Will avoids the task on which he has been procrastinating a little longer by visiting Zach, who is repairing his bicycle—but afterward, Will does what he intended to do. Yet again, the novel subtly draws a parallel between the bicycle and Zach’s friendship with Will: just as Zach repairs the bicycle, so Zach’s friendship helps to “repair” or heal Will’s abused psyche, allowing him to visit Mrs. Hartridge and her new baby despite the recent trauma of baby Trudy’s death due to his mother’s neglect.
Themes
Biological Family vs. Chosen Family Theme Icon
Slowly, Will approaches the carriage. Inside, he sees a little brown-eyed baby. Mrs. Hartridge, after letting him stare at the baby for a while, enters the garden with lemonade and cake for Will. She takes the baby from the carriage, kisses her, and lays her down on a blanket in the grass. Will talks to Mrs. Hartridge for a while about books and art, and though they don’t mention Mrs. Beech or Trudy or Mrs. Hartridge’s husband, they feel an understanding between them. Will thinks Mrs. Hartridge is extremely beautiful. 
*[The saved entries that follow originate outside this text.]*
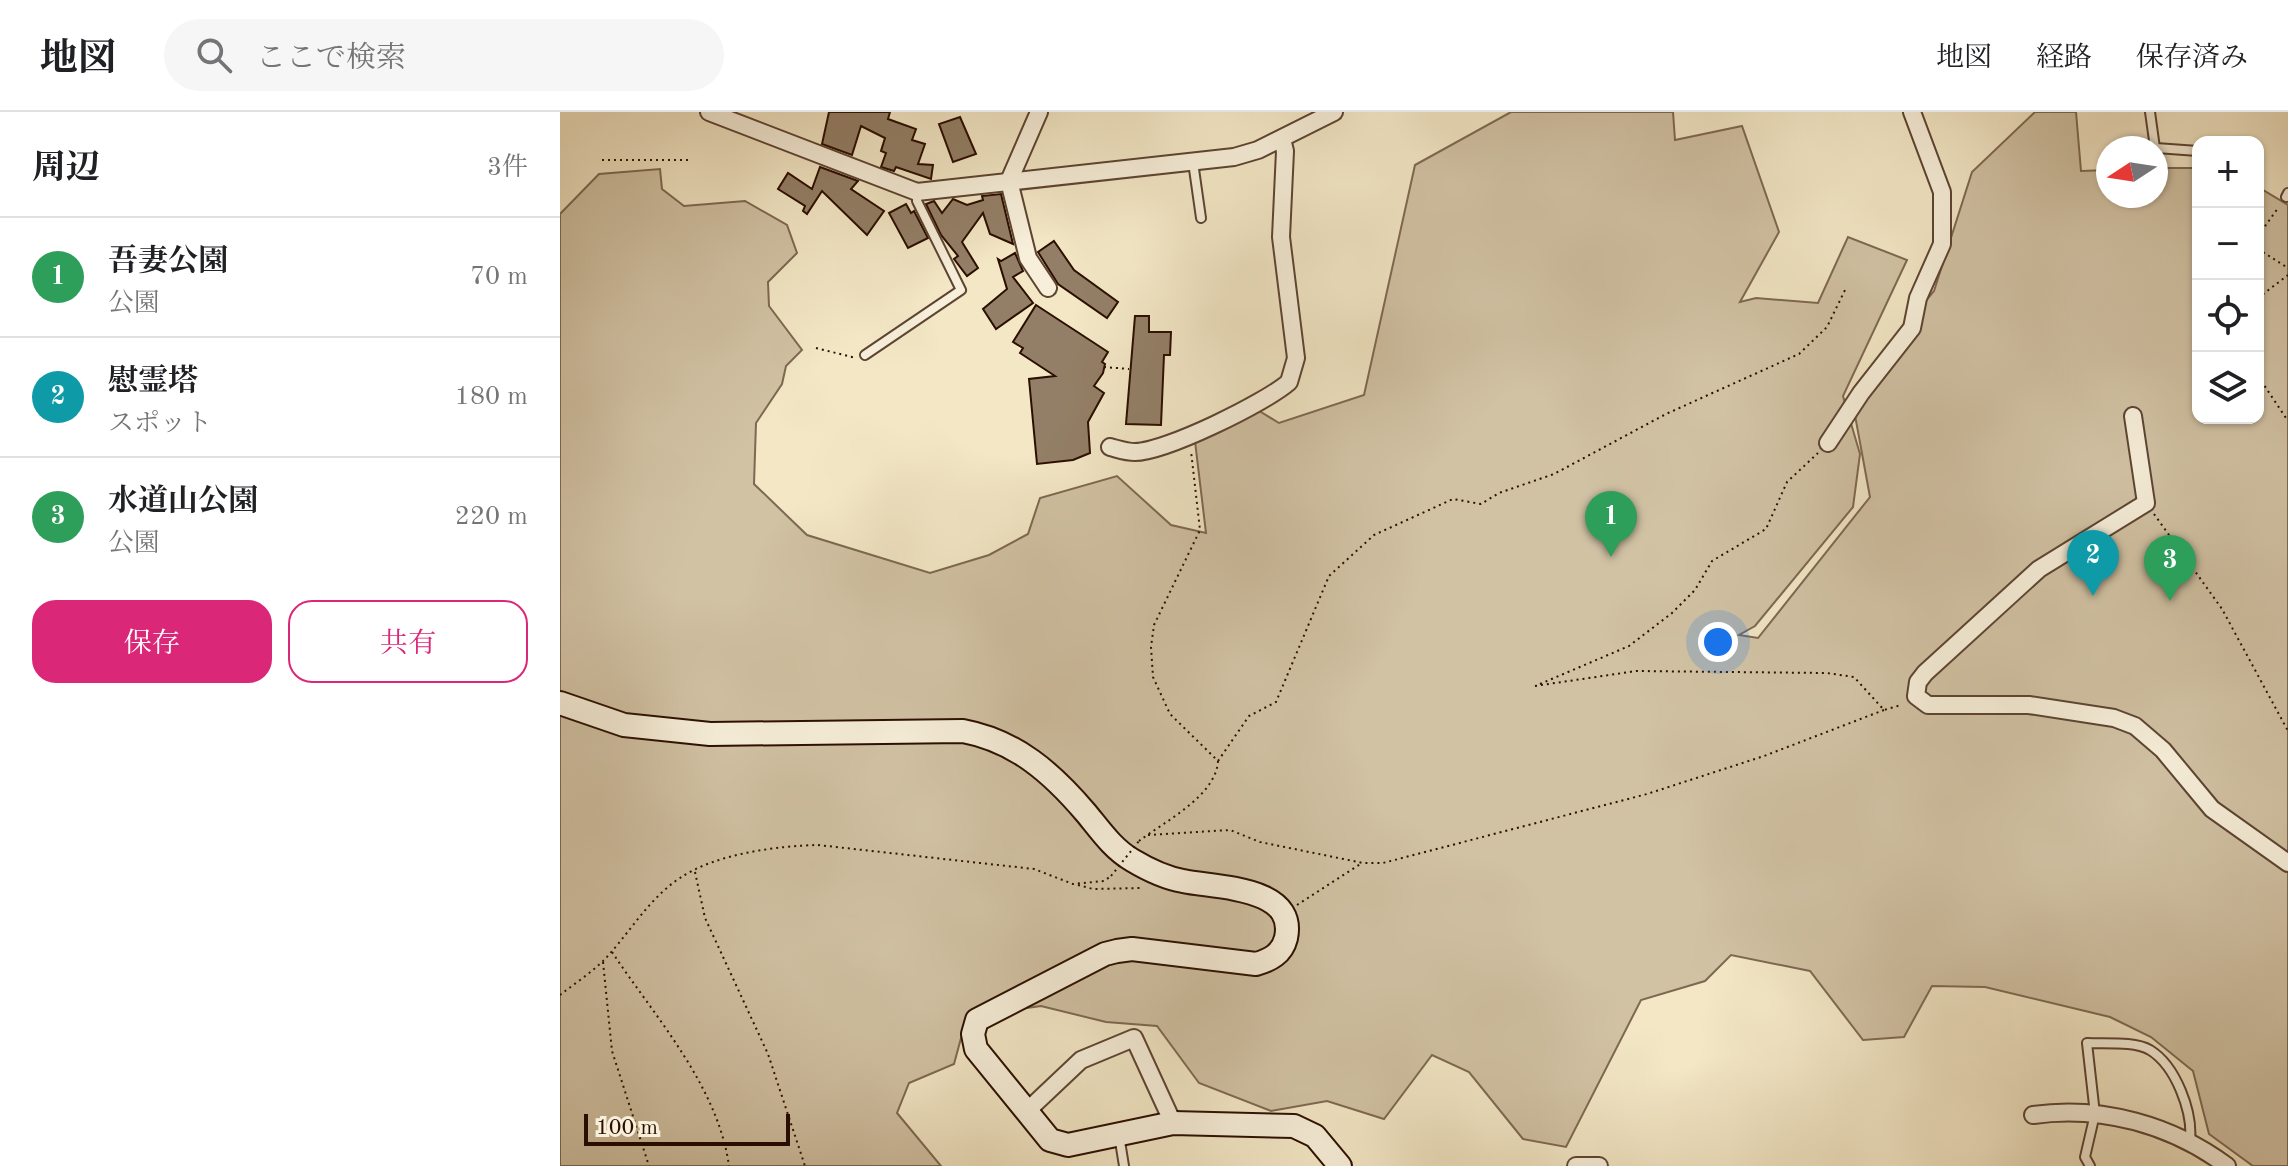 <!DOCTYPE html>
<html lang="ja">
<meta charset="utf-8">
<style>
:root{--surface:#fff;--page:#f6f6f6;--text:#202124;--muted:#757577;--line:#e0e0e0;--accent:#db2777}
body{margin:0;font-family:"Old Standard TT","Noto Serif JP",serif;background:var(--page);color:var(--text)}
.controls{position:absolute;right:24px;top:24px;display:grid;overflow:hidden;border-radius:16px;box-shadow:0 2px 6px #0004}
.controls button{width:72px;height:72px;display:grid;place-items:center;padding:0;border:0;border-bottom:2px solid var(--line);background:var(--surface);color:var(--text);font:40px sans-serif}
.compass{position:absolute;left:1536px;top:24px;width:72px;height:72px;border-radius:50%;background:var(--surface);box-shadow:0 2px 6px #0004;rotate:258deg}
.scale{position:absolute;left:24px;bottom:20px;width:206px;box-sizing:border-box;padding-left:8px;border:4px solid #2b0e00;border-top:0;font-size:22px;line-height:28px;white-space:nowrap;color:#2b0e00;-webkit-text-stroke:6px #f7efda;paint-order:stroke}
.you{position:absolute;left:1158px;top:530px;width:28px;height:28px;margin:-20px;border:6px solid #fff;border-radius:50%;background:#1a73e8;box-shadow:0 0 0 12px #1a73e833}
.badge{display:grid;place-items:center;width:52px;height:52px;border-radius:50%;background:var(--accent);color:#fff;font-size:26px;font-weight:700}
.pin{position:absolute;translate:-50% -66px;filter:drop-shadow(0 2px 4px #0008)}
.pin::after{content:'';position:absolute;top:42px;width:28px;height:24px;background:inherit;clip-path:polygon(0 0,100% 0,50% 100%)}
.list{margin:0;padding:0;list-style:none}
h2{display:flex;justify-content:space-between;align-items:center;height:104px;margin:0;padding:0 32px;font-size:34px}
h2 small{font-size:26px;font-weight:400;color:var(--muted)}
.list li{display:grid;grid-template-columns:52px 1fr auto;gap:24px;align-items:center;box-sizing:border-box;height:120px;padding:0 32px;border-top:2px solid var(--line)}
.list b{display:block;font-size:30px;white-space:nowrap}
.list p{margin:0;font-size:26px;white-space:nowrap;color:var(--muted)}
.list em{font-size:26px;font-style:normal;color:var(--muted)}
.actions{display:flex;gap:16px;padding:24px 32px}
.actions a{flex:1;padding:18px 0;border:2px solid var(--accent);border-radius:24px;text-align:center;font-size:28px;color:var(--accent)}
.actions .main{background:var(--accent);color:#fff}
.icon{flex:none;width:44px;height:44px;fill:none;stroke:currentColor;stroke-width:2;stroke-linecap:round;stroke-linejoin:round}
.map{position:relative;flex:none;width:1728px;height:1054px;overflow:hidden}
header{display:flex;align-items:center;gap:48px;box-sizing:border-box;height:112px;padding:0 40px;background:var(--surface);border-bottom:2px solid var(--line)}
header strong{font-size:38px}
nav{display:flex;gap:44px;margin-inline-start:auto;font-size:28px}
.search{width:560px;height:72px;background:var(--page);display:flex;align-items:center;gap:20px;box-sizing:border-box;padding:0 28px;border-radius:44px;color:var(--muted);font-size:30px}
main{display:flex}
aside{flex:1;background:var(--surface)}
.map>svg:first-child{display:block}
.green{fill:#d1c2a4;stroke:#7e6852;stroke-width:2}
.building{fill:#937f67;stroke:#2b0e00;stroke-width:2}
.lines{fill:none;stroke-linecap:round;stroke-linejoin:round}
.lane-casing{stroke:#5d4432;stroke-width:12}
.street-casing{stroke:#5d4432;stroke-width:20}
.secondary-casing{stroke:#2b0e00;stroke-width:26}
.path{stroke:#2b0e00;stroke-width:2;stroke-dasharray:2 4;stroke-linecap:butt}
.lane{stroke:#f7efda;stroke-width:8}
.street{stroke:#f7efda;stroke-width:16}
.secondary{stroke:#f7efda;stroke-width:22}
.path-bridge{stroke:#2b0e00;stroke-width:2;stroke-dasharray:2 4;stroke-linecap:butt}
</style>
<header>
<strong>地図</strong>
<div class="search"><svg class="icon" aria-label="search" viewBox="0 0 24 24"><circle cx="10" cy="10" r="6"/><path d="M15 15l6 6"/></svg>ここで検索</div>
<nav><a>地図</a><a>経路</a><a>保存済み</a></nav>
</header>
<main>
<aside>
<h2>周辺<small>3件</small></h2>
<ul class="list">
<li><span class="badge" style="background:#2e9e5b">1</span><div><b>吾妻公園</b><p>公園</p></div><em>70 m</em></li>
<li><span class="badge" style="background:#0f9aa8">2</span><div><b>慰霊塔</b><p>スポット</p></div><em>180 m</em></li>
<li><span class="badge" style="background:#2e9e5b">3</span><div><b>水道山公園</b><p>公園</p></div><em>220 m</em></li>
</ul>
<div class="actions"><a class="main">保存</a><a>共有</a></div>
</aside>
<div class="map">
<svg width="1728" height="1054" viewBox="0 0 1728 1054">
<rect width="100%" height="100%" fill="#f3e7c6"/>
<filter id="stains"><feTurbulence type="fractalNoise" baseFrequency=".0025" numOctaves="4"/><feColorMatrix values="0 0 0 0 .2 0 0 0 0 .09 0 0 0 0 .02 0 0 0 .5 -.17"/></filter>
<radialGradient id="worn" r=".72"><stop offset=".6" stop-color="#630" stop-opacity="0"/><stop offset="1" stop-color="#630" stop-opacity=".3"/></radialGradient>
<polygon class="green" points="951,0 1113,0 1115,28 1182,14 1219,120 1180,190 1196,186 1258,191 1288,125 1347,148 1283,284 1300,342 1293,395 1195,514 1179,523 1198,526 1310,385 1292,287 1314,251 1374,179 1412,60 1475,0 1516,0 1521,59 1548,58 1548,84 1596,84 1596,56 1638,56 1638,306 1698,306 1698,75 1728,93 1728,1054 1693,1054 1649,1022 1633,959 1591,925 1550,905 1425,875 1372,874 1344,925 1303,928 1250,859 1171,843 1145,869 1081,888 1006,1035 963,1027 909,960 872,943 824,1007 767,989 711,999 639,971 597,914 546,910 481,894 407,904 394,952 349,971 337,1001 381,1054 0,1054 0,102 39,62 100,57 102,77 124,94 185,89 227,113 237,141 208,170 209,194 242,238 226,254 222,272 196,311 194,372 247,423 370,461 429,443 468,422 480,386 557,364 611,413 646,421 634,321 696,297 719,311 804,283 855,53"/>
<g class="building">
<polygon points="269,0 330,0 328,7 356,17 352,28 365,32 358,52 373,53 371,67 336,55 334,59 321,55 326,41 321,39 325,26 301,14 292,43 262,32"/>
<polygon points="400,5 416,42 393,50 379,12"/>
<polygon points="260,55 298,69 291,77 324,99 307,123 262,79 247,102 243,99 245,94 218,77 228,61 252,77"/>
<polygon points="441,82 453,132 430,122 423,101 402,130 418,156 407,164 394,147 398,144 381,123 366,92 374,89 382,101 393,87 407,93 423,88 422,84"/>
<polygon points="346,92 351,101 354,99 368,126 348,136 329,101"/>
<polygon points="494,129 514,158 558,190 547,206 498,172 478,140"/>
<polygon points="455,141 463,159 453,165 473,191 436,217 423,197 447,177 438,147 441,149"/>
<polygon points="476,193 548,240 542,250 545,252 543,261 534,274 544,281 528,310 530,341 513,348 477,352 469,267 495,264 460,241 463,236 453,230"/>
<polygon points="575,204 589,204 589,220 611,220 610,243 604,243 601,313 566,312"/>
</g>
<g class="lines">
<defs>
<g id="lane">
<polyline points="1590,0 1595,36"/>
<polyline points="1596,36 1638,39"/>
<polyline points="633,50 641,106"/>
<polyline points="1726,85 1728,81"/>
<polyline points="305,243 401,178 357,89 357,80"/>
<polyline points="559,1023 564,1054"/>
<path d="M 1530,1054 L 1525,1045 L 1535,1002 L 1527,931 C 1546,932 1574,929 1590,938 C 1616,954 1633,1000 1630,1029"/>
</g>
<g id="street">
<polyline points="149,0 357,80 674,45 698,38 774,0"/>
<polyline points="479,0 449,69 468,146 488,176"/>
<polyline points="1573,304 1586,391 1479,457 1365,561 1358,570 1356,584 1368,593 1469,593 1554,606 1575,614 1603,638 1652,697 1728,751"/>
<polyline points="1268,331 1301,281 1352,216 1358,186 1382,132 1382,80 1352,0"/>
<path d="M 550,335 C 558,337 566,340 575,340 C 605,340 705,291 729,270 L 736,246 L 721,125 L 725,39 L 722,27"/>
<polyline points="467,999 521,948 574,926 613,1011"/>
<path d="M 1473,1003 C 1541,993 1612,1013 1667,1054"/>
<polyline points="1016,1054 1039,1054"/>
</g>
<path id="secondary" d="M 0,591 L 64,613 L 150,622 L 403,619 C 456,629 492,661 526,701 C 540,718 553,737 572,748 C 587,757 606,766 623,769 C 655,776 737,774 726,826 C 722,842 710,848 696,852 L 572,837 L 557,839 L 545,842 L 417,908 L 413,922 L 416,937 L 490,1028 L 508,1033 L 613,1011 L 734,1014 L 755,1024 L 780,1054"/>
</defs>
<use href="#lane" class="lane-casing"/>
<use href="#street" class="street-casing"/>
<use href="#secondary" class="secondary-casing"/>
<g class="path">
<polyline points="42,48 131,48"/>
<polyline points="1698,124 1718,96"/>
<polyline points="1698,137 1728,156"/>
<polyline points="1698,186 1728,163"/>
<polyline points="256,236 296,246"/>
<polyline points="544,255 569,257"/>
<polyline points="1698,264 1728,309"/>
<polyline points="1594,402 1662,497 1728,619"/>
<polyline points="980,572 1069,534 1112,501 1135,478 1152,449 1206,417 1227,370 1258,341"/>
<polyline points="975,574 1076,559 1267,561 1294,565 1324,598 1341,593"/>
<polyline points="658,649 689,604 716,590 769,464 814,423 893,387 921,392 939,381 994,362 1106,302 1239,242 1267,215 1286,176"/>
<polyline points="588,723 670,718 700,730 803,751 823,751 1087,682 1204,644 1324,598"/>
<path d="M 579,729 C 604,710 656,684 658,649 L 610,602 L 593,565 L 591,535 L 594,513 L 640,418 L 631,339"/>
<polyline points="135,760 145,806 208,942 245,1054"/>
<polyline points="518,773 533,777 583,776"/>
<polyline points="737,793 802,751"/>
<path d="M 52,840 C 95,905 158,974 169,1054"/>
<polyline points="43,850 52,939 89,1054"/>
<path d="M 0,883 C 14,872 31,861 44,848 C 69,822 88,787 120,766 C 155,742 216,734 258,733 L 474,757 L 513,772 L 544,769 L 551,764"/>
</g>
<use href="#lane" class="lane"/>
<use href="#street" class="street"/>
<use href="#secondary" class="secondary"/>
<polyline class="path-bridge" points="551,764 579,729"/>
</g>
<rect width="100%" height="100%" filter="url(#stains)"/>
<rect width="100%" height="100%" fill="url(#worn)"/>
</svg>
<div class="controls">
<button>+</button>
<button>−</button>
<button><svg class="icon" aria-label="locate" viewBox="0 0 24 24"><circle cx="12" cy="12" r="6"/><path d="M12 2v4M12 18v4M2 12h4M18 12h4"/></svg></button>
<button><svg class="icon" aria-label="layers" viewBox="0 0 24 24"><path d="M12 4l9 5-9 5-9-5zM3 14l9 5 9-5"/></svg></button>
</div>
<svg class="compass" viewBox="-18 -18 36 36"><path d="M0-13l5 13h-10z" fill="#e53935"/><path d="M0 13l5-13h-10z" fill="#757577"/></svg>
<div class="scale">100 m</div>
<div class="you"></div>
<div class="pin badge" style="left:1051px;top:445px;background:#2e9e5b">1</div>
<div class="pin badge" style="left:1533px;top:484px;background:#0f9aa8">2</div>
<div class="pin badge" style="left:1610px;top:489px;background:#2e9e5b">3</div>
</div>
</main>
Mrs. Hartridge doesn’t mention Will’s abusive mother or dead sister, and Will doesn’t mention Mrs. Hartridge’s missing soldier husband, which shows their tact in the face of each other’s trauma and grief. Will’s appreciation for Mrs. Hartridge’s beauty, meanwhile, shows how his desire for a kind, gentle mother like Mrs. Hartridge is mixed up in the innocent crush he has on her.
Themes
Biological Family vs. Chosen Family Theme Icon
When someone knocks on the front door, Mrs. Hartridge gives Will baby Peggy to hold before going to answer it. She wants to let him hold a living child. Will is beginning to relax with Peggy in his arms when she starts crying. Frantically, he looks for a bottle. Mrs. Hartridge returns, takes Peggy, and promptly breastfeeds her. Will, utterly startled, stares at Peggy happily drinking her mother’s milk. Mrs. Hartridge tells Will that Tom is waiting for him. Will thanks her and runs around the house to Tom. On the walk home, Will feels better, realizing that Trudy’s death wasn’t his fault—he simply wasn’t equipped to care for her. At the cottage, Tom and Will find Zach, who tells them he has fixed the bicycle. Then Zach asks about the distance to the sea. 
When Mrs. Hartridge breastfeeds Peggy in front of Will, she is wordlessly communicating to him what baby Trudy would have needed to survive—something that Mrs. Beech was equipped to give Trudy but Will was not. Shortly after Will realizes that he does not need to feel guilty for his baby sister’s death, Zach announces that he has fixed the bicycle he has been repairing—another small detail suggesting that the repaired bicycle represents Will’s healing psyche.